Обманутый Георгом Генрих (обманутый ведь, чего уж там!) передал брату в Берлин, что эти слова явно «сказаны всерьёз».
Однако всерьёз говорилось другое. 27 июля на заседании кабинета Грей ультимативно потребовал участия Англии в войне и в противном случае пригрозил отставкой. Но это было уже просто кокетством: всерьёз возражать никто не собирался, хотя для виду кабинет и поломался…
Уинстон Черчилль со свойственной ему выразительностью очень точно продемонстрировал врождённое двуличие и лицемерие образцового английского джентльмена: он сообщал жене, что энергичные военные приготовления обладают для него «отвратительным очарованием» .
Первое слово было попыткой самооправдания, второе же…
Второе содержало истину.
Июльские маневры Королевских военно-морских сил показали мощь Англии очень наглядно: для того чтобы объединённые флоты проплыли мимо яхты Георга V на инспекторском смотру, понадобилось шесть часов!
А в ночь на 29 июля, уже без парадной помпы, с потушенными огнями, британские дредноуты вышли из Портленда, прошли Английский Канал, французский Ла-Манш, и направились на боевую базу в Скапа-Флоу.
Теперь и для Британии наступал предвоенный финал…
Каким же был он?
Во всех трудах о Первой мировой войне заседание английского кабинета 27 июля, где Грей грозил отставкой, выглядит прямо-таки шекспировским сюжетом. После доклада Грея, который якобы впервые обратил внимание коллег на то, что на континенте вот-вот грянет война, воцарилось молчание.
Затем его нарушил лорд Морли, которому в 1914 году исполнилось семьдесят шесть лет (умер он в 1923 году). Это был английский либерал старого закала. Он написал биографии Вольтера, Руссо, Кромвеля и собственного патрона – Гладстона…

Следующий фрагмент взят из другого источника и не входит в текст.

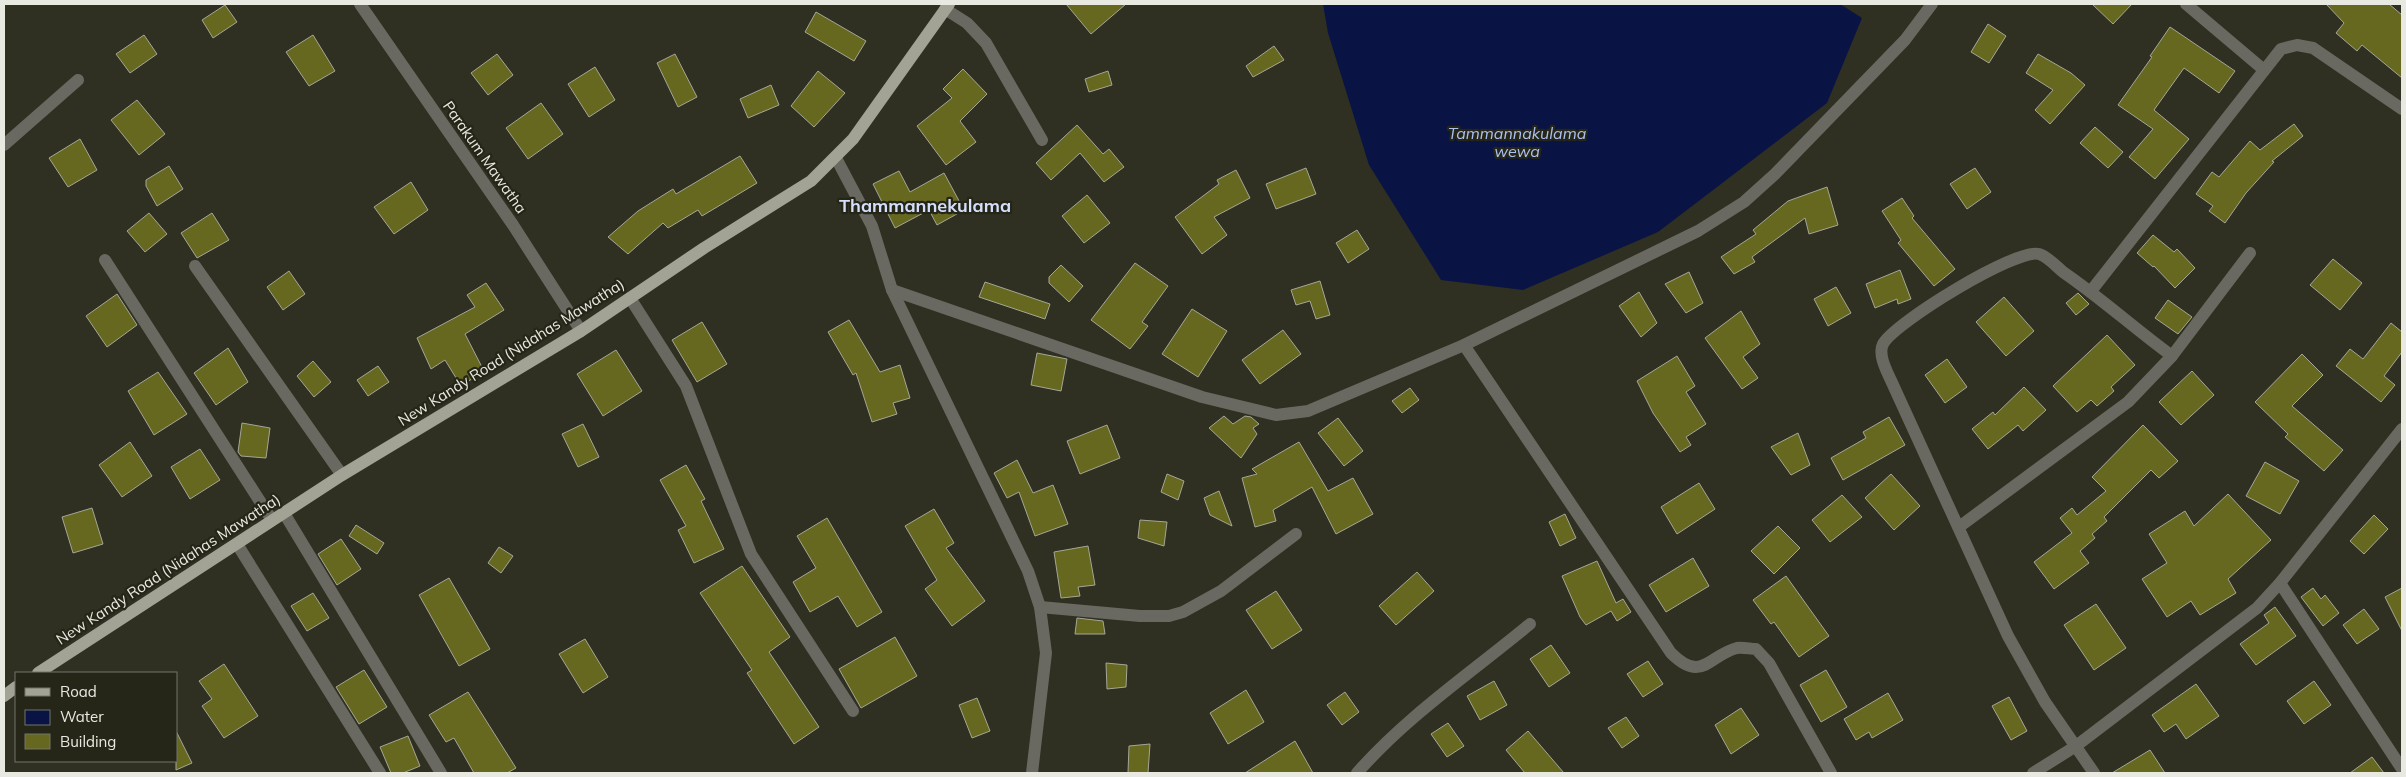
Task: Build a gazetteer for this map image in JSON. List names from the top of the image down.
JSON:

Написал Морли и двухтомную «Жизнь Кобдена». Фабрикант Ричард Кобден – убеждённый сторонник фритредерства (свободы торговли) – был своеобразным политическим деятелем середины XIX века. Он выступал против Крымской войны, против владения Гибралтаром, морское владычество Англии считал узурпацией, а господство над Индией – авантюрой… В качестве первого шага к международному разоружению Кобден требовал одностороннего уменьшения британской армии и флота.
Сам Морли, будучи статс-секретарём по делам Индии, взглядов своего героя не разделял и подавлял индийское освободительное движение жестоко. Но чего у него, как и у Кобдена, нельзя было отнять, так это любви к Англии как к государству англичан, а не филиалу конторы дяди Сэма и Ротшильдов.

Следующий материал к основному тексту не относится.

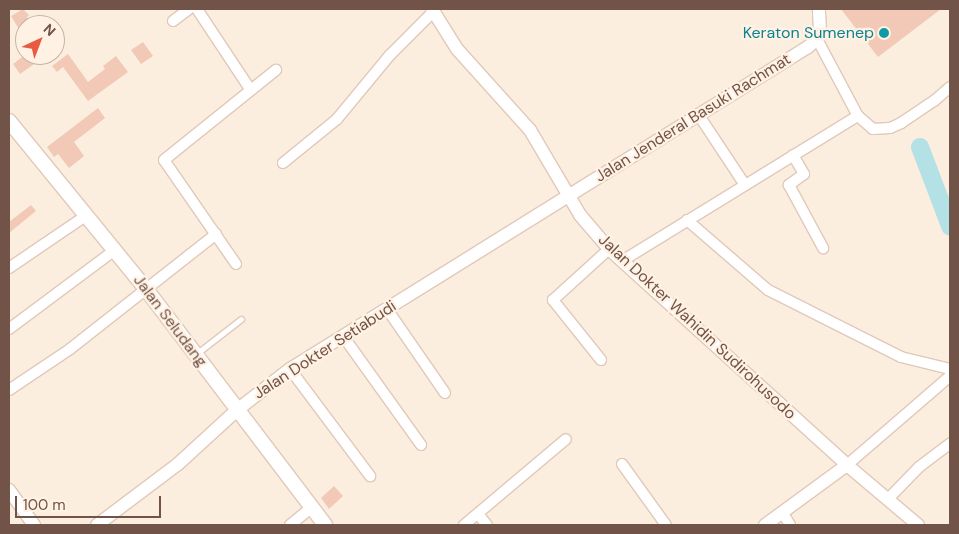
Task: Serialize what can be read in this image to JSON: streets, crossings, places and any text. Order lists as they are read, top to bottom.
{
  "streets": {
    "main road": ["Jalan Seludang"],
    "street": ["Jalan Jenderal Basuki Rachmat", "Jalan Dokter Wahidin Sudirohusodo", "Jalan Dokter Setiabudi"]
  },
  "crossings": [
    ["Jalan Jenderal Basuki Rachmat", "Jalan Dokter Wahidin Sudirohusodo"],
    ["Jalan Jenderal Basuki Rachmat", "Jalan Dokter Setiabudi"],
    ["Jalan Seludang", "Jalan Dokter Setiabudi"],
    ["Jalan Dokter Wahidin Sudirohusodo", "Jalan Dokter Setiabudi"]
  ],
  "places": ["Keraton Sumenep"],
  "scale_bar": "100 m",
  "north": "top right"
}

Морли числили в прогерманцах, но он был всего лишь пробританцем, который понимал, что хорошие отношения с немцами – в интересах англичан.
Вот этот лорд Морли и высказался против войны с Рейхом. Его поддержали ещё десять членов кабинета. Ллойд Джордж с несколькими министрами якобы колебались. С Греем были только премьер Асквит, Холден и Черчилль.
Конфуз?
Исторический момент?
Нет, читатель, – спектакль.
Хотя и без публики – друг перед другом.
Пару лет назад, во время Агадирского кризиса, в том же кабинете Асквита соотношение было обратным: на стороне мира с Германией оказалось три человека, включая всё того же Морли. И тут вдруг такая метаморфоза! А ведь и тот кризис был чреват для Англии войной.
Более того, тогда именно жёсткая публичная позиция Англии в отношении Германии сдержала развитие конфликта и перевела его в чисто политическую фазу.
На этот раз угроза выступить против Германии наверняка обеспечивала бы тот же эффект. То есть, не давая «карт-бланш» Грею на жёсткую публичную антигерманскую позицию, несогласные с ним министры приближали европейскую войну, а не отдаляли её. Если же Англия объявила бы себя вначале нейтральной, это лишь оттянуло бы её выступление в поддержку франко-русской Антанты. Правда, Морли требовал вообще мира с Германией.
Для большинства же в либеральном кабинете «колебания» и «пацифизм» были играми джентльменов. Лишний раз это невольно подтвердил сам Грей, ни в какую отставку не подавший. Развитие событий было ясно до очевидности. Проявить свою позицию открыто Англии надо было тогда, когда не было бы обратного хода у России.
Было ясно и другое. Германия, идя на войну, фактически шла против всей Европы (её союз с Австро-Венгрией общей картины не менял). Успех Германии мог быть обеспечен лишь быстрым и эффективным ударом по Франции через Люксембург и «угол» Бельгии. Так что нарушение нейтралитета Бельгии Германией в случае войны было предрешено заранее, и этого не мог не понимать любой мало-мальски компетентный не то что военный, но и политик. Про себя все это и понимали, кроме, разве что, бельгийского короля Альберта.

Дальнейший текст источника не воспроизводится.